Top of Data

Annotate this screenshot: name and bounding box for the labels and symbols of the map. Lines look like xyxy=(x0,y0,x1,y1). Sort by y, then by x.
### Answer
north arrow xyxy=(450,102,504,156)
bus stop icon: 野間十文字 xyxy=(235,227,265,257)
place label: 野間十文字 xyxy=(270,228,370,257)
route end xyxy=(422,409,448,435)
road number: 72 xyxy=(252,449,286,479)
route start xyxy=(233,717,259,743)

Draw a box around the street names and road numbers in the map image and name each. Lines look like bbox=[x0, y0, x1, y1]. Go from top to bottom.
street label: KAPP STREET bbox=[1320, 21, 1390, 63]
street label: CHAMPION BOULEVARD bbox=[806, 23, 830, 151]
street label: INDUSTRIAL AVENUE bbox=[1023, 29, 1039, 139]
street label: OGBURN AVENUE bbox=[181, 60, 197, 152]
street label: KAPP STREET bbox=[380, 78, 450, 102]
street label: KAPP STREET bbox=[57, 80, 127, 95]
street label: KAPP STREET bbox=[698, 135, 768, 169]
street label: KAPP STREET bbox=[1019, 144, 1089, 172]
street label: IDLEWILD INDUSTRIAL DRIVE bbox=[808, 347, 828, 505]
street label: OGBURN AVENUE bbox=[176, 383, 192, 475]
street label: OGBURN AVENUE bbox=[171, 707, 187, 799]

Bottom of Data
Top of Data

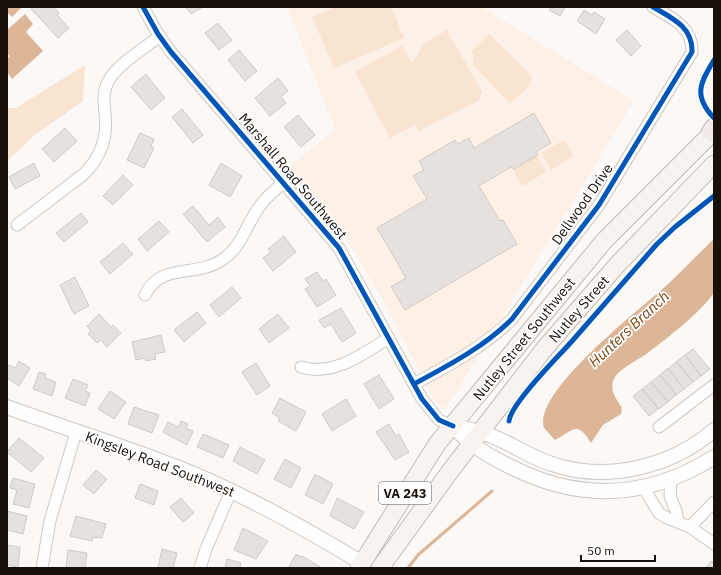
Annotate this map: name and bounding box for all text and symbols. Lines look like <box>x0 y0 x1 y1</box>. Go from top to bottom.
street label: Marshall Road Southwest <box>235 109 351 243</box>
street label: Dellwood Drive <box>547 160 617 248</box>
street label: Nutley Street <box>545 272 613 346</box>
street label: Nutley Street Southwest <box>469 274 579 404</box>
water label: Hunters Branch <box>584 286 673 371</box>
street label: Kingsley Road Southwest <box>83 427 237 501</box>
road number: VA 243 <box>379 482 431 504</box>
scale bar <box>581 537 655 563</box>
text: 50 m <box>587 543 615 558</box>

Bottom of Data
Top of Data

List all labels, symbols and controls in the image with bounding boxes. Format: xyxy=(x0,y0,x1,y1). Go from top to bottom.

Bottom of Data

== Goal of the exercise ==
Please state how many lines in the records contain the word "labels", and give only that number.

== Response to the exercise ==
2